Los excedentes que en cada momento se produzcan sobre dicho saldo medio anual deberán materializarse en activos líquidos equivalentes al efectivo, imposiciones a plazo u otro tipo de inversiones financieras contempladas en el artículo 31 del Reglamento sobre colaboración de las mutuas de accidentes de trabajo y enfermedades profesionales de la Seguridad Social, aprobado por el Real Decreto 1993/1995, de 7 de diciembre, siendo de aplicación, a todos los efectos, lo dispuesto en el apartado 4 del citado artículo. El procedimiento de selección de los instrumentos financieros en el que se deberán materializar los mencionados excedentes, con arreglo a lo establecido en el artículo 4.l) de la Ley 30/2007, de 30 de octubre, se regulará por su normativa específica.

4. Las mutuas de accidentes de trabajo y enfermedades profesionales de la Seguridad Social, entidades y centros mancomunados, para la gestión de sus servicios de tesorería elaborarán anualmente y aprobarán, antes del 31 de enero de cada ejercicio presupuestario al que se refiera, un presupuesto de tesorería en el que se incluirán, con la debida especificación, las previsiones necesarias para atender el cumplimiento de sus obligaciones. Dicho presupuesto contendrá la previsión de los ingresos y pagos, distribuidos mes a mes, así como las operaciones financieras a concertar durante el ejercicio. Al final de cada mes deberán modificar sus presupuestos de tesorería en función de los ingresos y pagos ejecutados y en base a las previsiones que para estos conceptos se tengan para el resto del ejercicio.

Artículo 7. Deber de información.

1. Las mutuas de accidentes de trabajo y enfermedades profesionales de la Seguridad Social y sus entidades y centros mancomunados deberán comunicar a la Dirección General de Ordenación de la Seguridad Social.

a) Los contratos de cuentas celebrados con entidades financieras, en el plazo de treinta días desde su formalización, para que tome constancia de su existencia.

b) La cancelación anticipada de las cuentas.

c) Cualquier otra información que les sea requerida.

2. La Dirección General de Ordenación de la Seguridad Social podrá ordenar la cancelación o paralización de las cuentas contratadas por las mutuas de accidentes de trabajo y enfermedades profesionales de la Seguridad Social y de sus entidades y centros mancomunados donde se encuentren situados fondos de la Seguridad Social, cuando se compruebe por los órganos de control competentes que no subsisten las razones que motivaron su contratación o que no cumplen las condiciones impuestas para su uso.

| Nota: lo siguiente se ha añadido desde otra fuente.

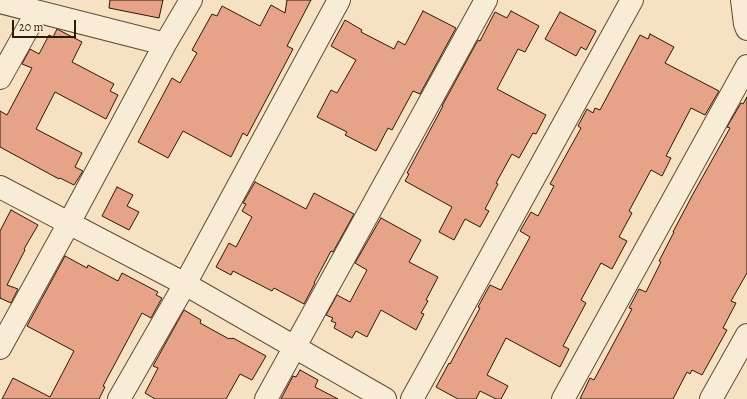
<!DOCTYPE html>
<style>
body{margin:0}
#map{position:relative;width:747px;height:399px;overflow:hidden;background:#f6e1c2;font-family:Alegreya,serif}
canvas{display:block}
.scale{position:absolute;left:12px;top:20px;width:64px;height:18px;box-sizing:border-box;border:2px solid #2f1806;border-top:0;padding-left:5px;font-size:12px;line-height:14px;white-space:nowrap;color:#2f1806;-webkit-text-stroke:3px #f9ecd7;paint-order:stroke}
</style>
<div id="map">
<canvas width="747" height="399"></canvas>
<div class="scale">20 m</div>
</div>
<script>
const context = document.querySelector('canvas').getContext('2d');
context.lineJoin = 'round';
function fillPath(path, color) {
  context.fillStyle = color;
  context.fill(path, 'evenodd');
}
function poly(rows) {
  const path = new Path2D();
  for (const r of rows) {
    path.moveTo(r[0], r[1]);
    for (let i = 2; i < r.length; i += 2) path.lineTo(r[i], r[i + 1]);
  }
  return path;
}
function strokePath(path, color, width, dash) {
  context.strokeStyle = color;
  context.lineWidth = width;
  context.lineCap = dash ? 'butt' : 'round';
  context.setLineDash(dash || []);
  context.stroke(path);
}
const building = poly([
 [110,0,163,0,159,18,109,8,110,0],
 [287,0,311,0,287,46,293,49,247,136,243,133,231,157,183,131,168,158,138,142,172,78,180,83,197,53,192,50,212,14,217,16,222,6,260,26,271,5,285,13,287,0],
 [423,11,456,28,420,94,413,91,392,130,388,128,376,151,345,135,347,132,317,117,331,90,337,93,356,60,331,46,345,20,362,30,361,32,394,49,398,41,405,45,423,11],
 [511,11,539,26,525,52,518,49,497,89,546,115,536,134,533,133,519,158,512,154,496,183,498,184,485,209,489,211,480,227,465,219,454,240,439,232,452,207,405,181,409,174,407,173,443,106,442,106,478,40,480,41,495,12,507,18,511,11],
 [560,12,596,31,586,50,581,47,576,56,545,39,560,12],
 [57,29,82,42,72,62,114,84,110,91,118,95,106,119,55,92,36,129,82,153,75,167,83,171,74,185,60,178,59,179,0,147,0,111,7,115,32,68,22,64,30,49,39,54,49,35,53,37,57,29],
 [650,34,674,47,665,63,719,91,705,115,691,108,666,156,671,158,662,176,651,170,629,211,632,213,619,237,627,241,612,269,601,263,581,300,586,303,563,346,569,349,560,367,506,338,487,375,508,386,501,399,496,399,480,391,476,399,458,399,436,387,449,363,450,364,480,308,478,307,490,285,501,290,530,237,520,231,531,212,538,216,554,186,550,184,581,128,578,126,587,109,593,113,595,108,600,110,640,35,648,39,650,34],
 [747,97,747,273,731,301,736,303,723,328,727,330,702,375,692,370,690,374,687,372,673,399,580,399,590,378,594,380,632,309,629,308,639,289,646,292,661,262,659,261,674,232,673,232,693,194,730,128,727,127,741,103,743,104,747,97],
 [255,182,306,209,314,193,354,214,333,252,331,251,314,283,315,283,304,304,274,288,272,291,233,271,231,275,216,267,229,243,236,247,252,217,242,211,246,204,243,203,255,182],
 [117,187,133,195,127,206,139,212,129,230,102,216,117,187],
 [11,210,38,225,24,249,25,250,7,285,18,289,11,303,0,298,0,299,0,231,11,210],
 [381,218,421,240,409,262,438,277,426,300,428,301,421,313,424,314,416,330,381,310,367,337,356,331,352,338,334,328,336,323,331,321,333,318,326,315,337,295,350,302,367,270,355,263,381,218],
 [65,256,87,268,88,265,118,281,122,273,158,292,156,295,162,298,151,318,142,313,103,386,105,387,99,399,2,399,13,378,50,397,74,351,27,326,65,256],
 [184,310,201,320,200,323,229,339,230,338,232,339,233,338,266,356,252,380,240,374,226,399,155,399,145,393,158,368,153,366,184,310],
 [300,370,318,380,315,387,338,399,281,399,293,376,296,377,300,370]
]);
const minor = poly([
 [742,0,745,24,747,29],
 [0,2,165,44,191,0],
 [0,78,37,12],
 [0,187,185,284,385,399],
 [0,348,69,223,165,44],
 [119,399,185,284,339,0],
 [266,399,486,0],
 [412,399,632,0],
 [563,399,747,66],
 [711,399,747,335]
]);
fillPath(building, '#e7a388');
strokePath(building, '#2f1806', 1);
strokePath(minor, '#614a35', 24);
strokePath(minor, '#f9ecd7', 22);
</script>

3. Estas entidades colaboradoras deberán presentar, en cada ejercicio, un estado demostrativo de la rentabilidad alcanzada en el mismo, en términos brutos y en promedio anual, por todos sus activos financieros, de conformidad con las instrucciones que a estos efectos establezca la Intervención General de la Seguridad Social.

Artículo 8. De las responsabilidades.

El incumplimiento de las disposiciones contenidas en esta orden dará lugar a la exigencia de la responsabilidad prevista en el artículo 176 de la Ley 47/2003, de 26 de noviembre, así como en el texto refundido de la Ley sobre Infracciones y Sanciones en el Orden Social, aprobado por el Real Decreto Legislativo 5/2000, de 4 de agosto.

Disposición transitoria única. Plazo de adaptación.

Las mutuas de accidentes de trabajo y enfermedades profesionales de la Seguridad Social y sus entidades y centros mancomunados deberán comunicar, en el plazo de treinta días, a la Dirección General de Ordenación de la Seguridad Social los contratos celebrados con anterioridad a la entrada en vigor de esta orden. Asimismo deberán, en el plazo de un año, adaptar dichos contratos a lo aquí previsto. Transcurrido dicho plazo cancelarán todas las cuentas que no hayan sido objeto de adaptación donde se encuentren situados fondos de la Seguridad Social.

Disposición final única. Entrada en vigor.

La presente orden entrará en vigor el día siguiente al de su publicación en el «Boletín Oficial del Estado».

Madrid, 5 de abril de 2010.– El Ministro de Trabajo e Inmigración, Celestino Corbacho Chaves.